BEGIN ENTRIES SUPPLIED

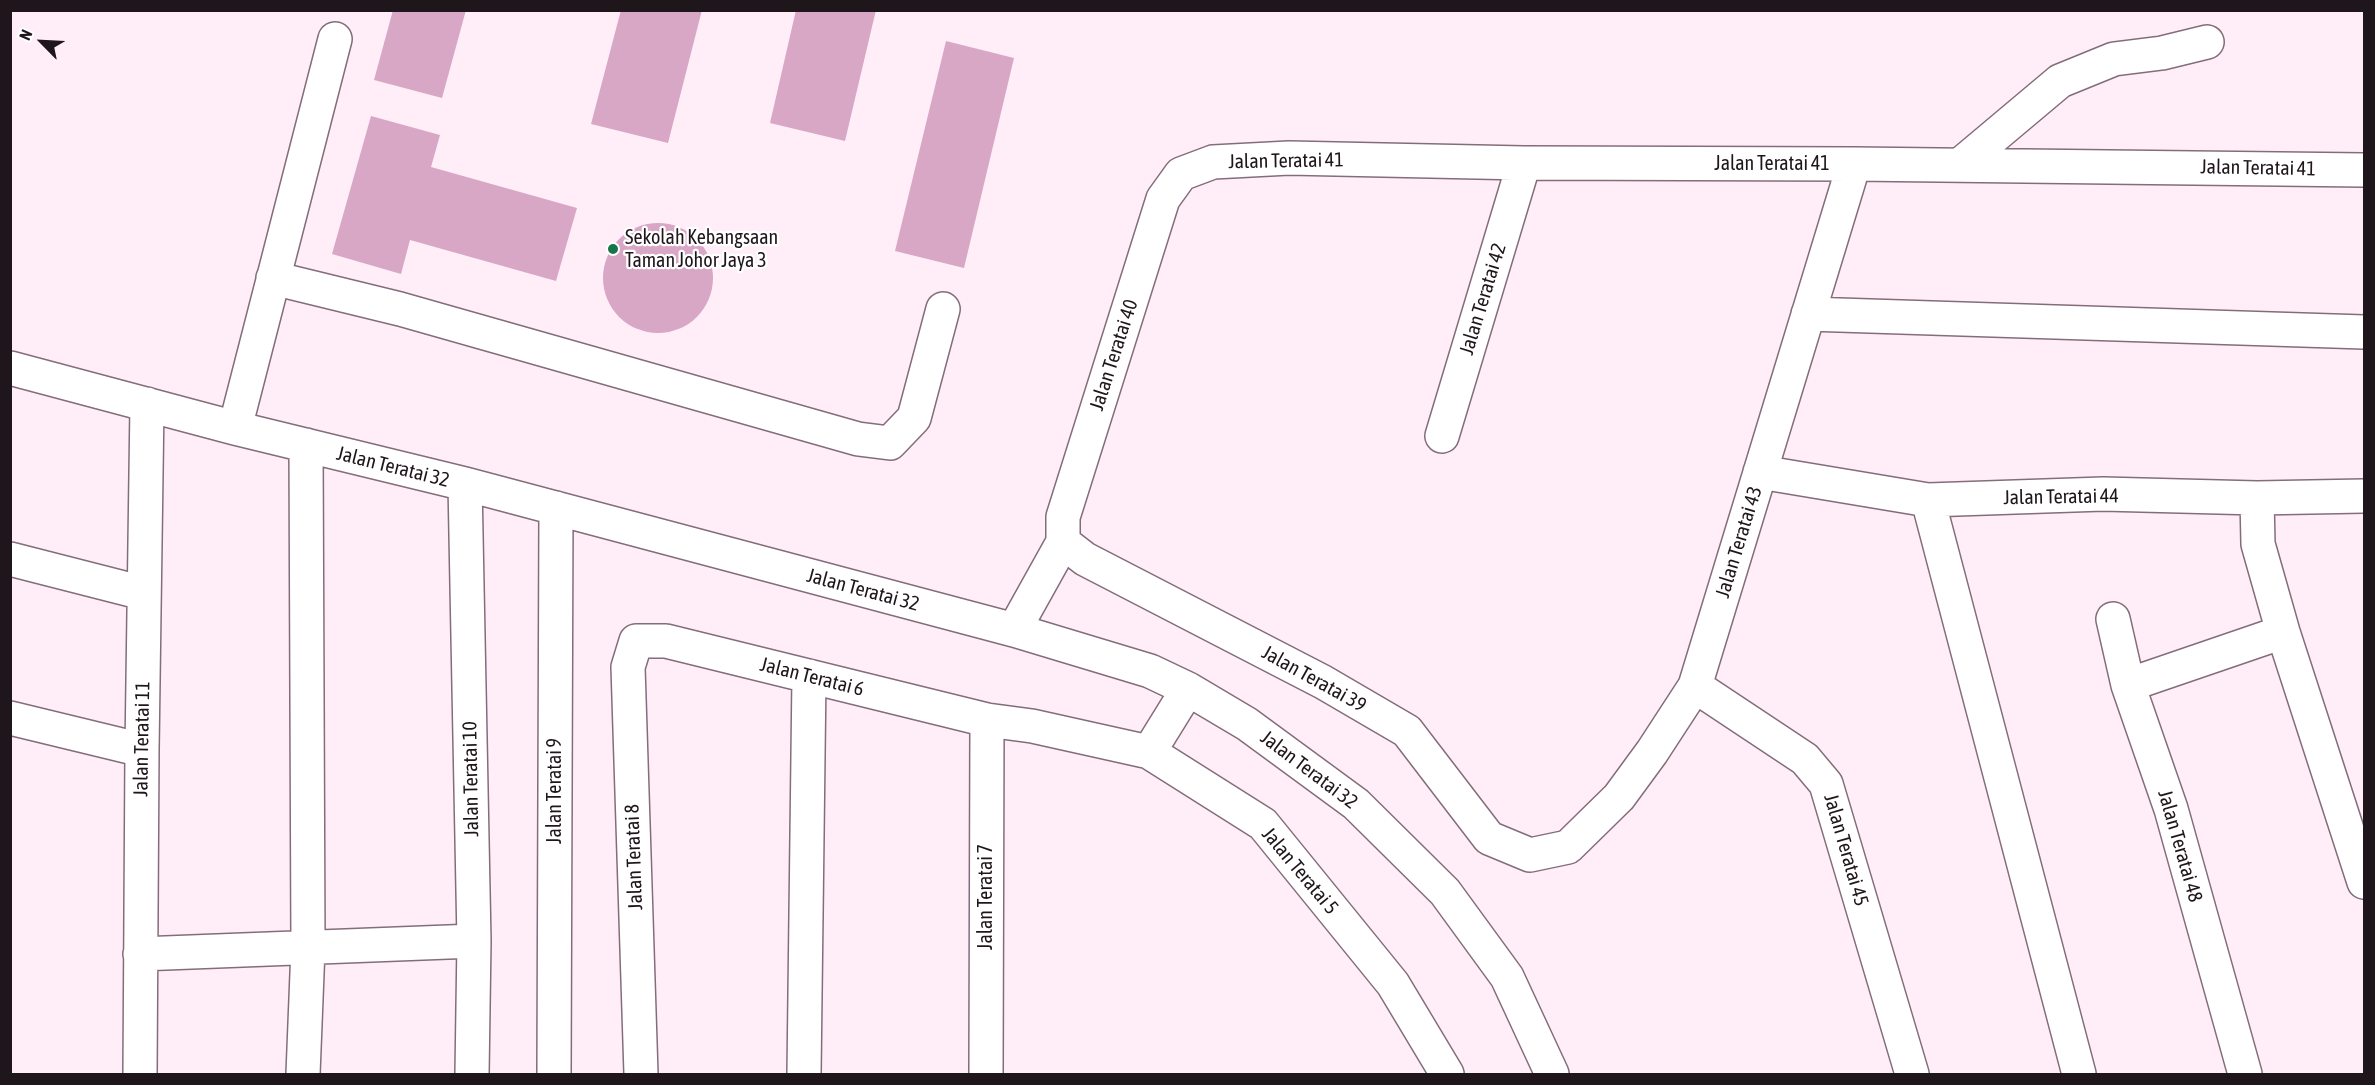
<!DOCTYPE html>
<style>
body{margin:0}
#map{position:relative;width:2375px;height:1085px;overflow:hidden;background:#ffeef8;font-family:"Asap Condensed",sans-serif}
canvas{display:block}
.frame{position:absolute;inset:0;border:12px solid #1f161c;pointer-events:none}
.north{position:absolute;left:12px;top:12px;width:60px;height:60px;-webkit-text-stroke:4px #fff;paint-order:stroke;rotate:294deg;font-size:16px;font-weight:700;line-height:24px;text-align:center;color:#1f161c}
.north::after{content:'';display:block;margin:auto;width:21px;height:27px;background:#1f161c;clip-path:polygon(50% 0,100% 100%,50% 72%,0 100%)}
</style>
<div id="map">
<canvas width="2375" height="1085"></canvas>
<div class="frame"></div>
<div class="north">N</div>
</div>
<script>
const ctx = document.querySelector('canvas').getContext('2d');
ctx.lineJoin = 'round';
function fill(path, color) { ctx.fillStyle = color; ctx.fill(path, 'evenodd'); }
function stroke(path, color, width, dash) { ctx.strokeStyle = color; ctx.lineWidth = width; ctx.lineCap = dash ? 'butt' : 'round'; ctx.setLineDash(dash || []); ctx.stroke(path); }
function write(font, color, halo, rows, align = 'center') {
  ctx.font = font + ' "Asap Condensed",sans-serif'; ctx.lineWidth = 4.5; ctx.setLineDash([]); ctx.textBaseline = 'middle'; ctx.strokeStyle = halo; ctx.fillStyle = color; for (const [text, x, y, turn = 0] of rows) {
    ctx.save(); ctx.translate(x, y); ctx.rotate((+turn || 0) * Math.PI / 180); ctx.textAlign = isNaN(turn) ? turn : align; if (halo) ctx.strokeText(text, 0, 0); ctx.fillText(text, 0, 0); ctx.restore();
  }
}
fill(new Path2D(`
 M393,10H466L442,98L374,80Z
 M621,10H702L668,143L591,124Z
 M796,10H876L845,141L770,123Z
 M946,41L1014,58L964,268L895,251Z
 M371,116L440,135L431,167L577,208L556,281L410,240L401,274L332,254Z
 M603 278a55 55 0 1 1 110 0a55 55 0 1 1-110 0Z`), '#d9a7c6');
const minor = new Path2D(`
 M1960,165L2060,81L2114,59L2162,53L2207,42
 M273,278L400,309L858,439L890,443L914,418L943,309
 M1808,314L2364,332
 M10,368L235,428L465,484L1014,630L1150,671L1188,689L1247,724L1356,804L1445,892L1507,977L1552,1074
 M235,428L335,39
 M1442,436L1524,163
 M1760,472L1928,500L2103,494L2257,498L2364,496
 M465,484L474,941L472,1074
 M2257,498L2258,544L2283,632L2364,882
 M1928,500L2079,1074
 M1063,542V517L1163,199L1181,174L1213,162L1289,158L1524,163L1854,164L2364,170
 M1063,542L1085,559L1323,682L1407,731L1489,838L1530,855L1568,847L1619,797L1652,752L1695,686L1854,164
 M10,559L143,593
 M2113,619L2128,685L2171,809L2245,1074
 M1014,630L1063,542
 M2128,685L2283,632
 M1695,686L1805,759L1826,784L1912,1074
 M10,718L142,750
 M1149,752L1188,689
 M140,954L474,941
 M140,1074L142,750L147,404
 M303,1074L308,948L306,445
 M554,1074L556,508
 M641,1074L628,667L636,641H666L987,720L1032,726L1149,752L1263,824L1393,984L1447,1074
 M804,1074L809,676
 M986,1074L987,720`);
stroke(minor, '#846d7b', 36);
stroke(minor, '#fff', 33);
for (const [x, y, r, color] of [
 [613,249,6,"#17754a"]
]) { const dot = new Path2D(); dot.arc(x, y, r, 0, 2 * Math.PI); ctx.fillStyle = color; ctx.fill(dot); stroke(dot, '#fff', 2); }
write('20px', '#1f161c', '#fff', [
 ["Jalan Teratai 41",1286,161,-1],
 ["Jalan Teratai 41",1772,164],
 ["Jalan Teratai 41",2258,168,1],
 ["Jalan Teratai 42",1483,299,-73],
 ["Jalan Teratai 40",1114,355,-72],
 ["Jalan Teratai 32",393,467,14],
 ["Jalan Teratai 44",2061,497,-1],
 ["Jalan Teratai 43",1739,542,-73],
 ["Jalan Teratai 32",863,590,15],
 ["Jalan Teratai 6",812,677,14],
 ["Jalan Teratai 39",1314,679,29],
 ["Jalan Teratai 11",142,739,-89],
 ["Jalan Teratai 32",1309,770,37],
 ["Jalan Teratai 10",471,779,-91],
 ["Jalan Teratai 9",555,791,-90],
 ["Jalan Teratai 48",2180,846,74],
 ["Jalan Teratai 45",1846,850,74],
 ["Jalan Teratai 8",634,857,-92],
 ["Jalan Teratai 5",1300,871,50],
 ["Jalan Teratai 7",986,897,-90]
]);
write('20px', '#1f161c', '#fff', [
 ["Sekolah Kebangsaan",625,238],
 ["Taman Johor Jaya 3",625,261]
], 'left');
</script>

END ENTRIES SUPPLIED

Every line in the data above that contains the word "Math" should be copied.

    ctx.save(); ctx.translate(x, y); ctx.rotate((+turn || 0) * Math.PI / 180); ctx.textAlign = isNaN(turn) ? turn : align; if (halo) ctx.strokeText(text, 0, 0); ctx.fillText(text, 0, 0); ctx.restore();
]) { const dot = new Path2D(); dot.arc(x, y, r, 0, 2 * Math.PI); ctx.fillStyle = color; ctx.fill(dot); stroke(dot, '#fff', 2); }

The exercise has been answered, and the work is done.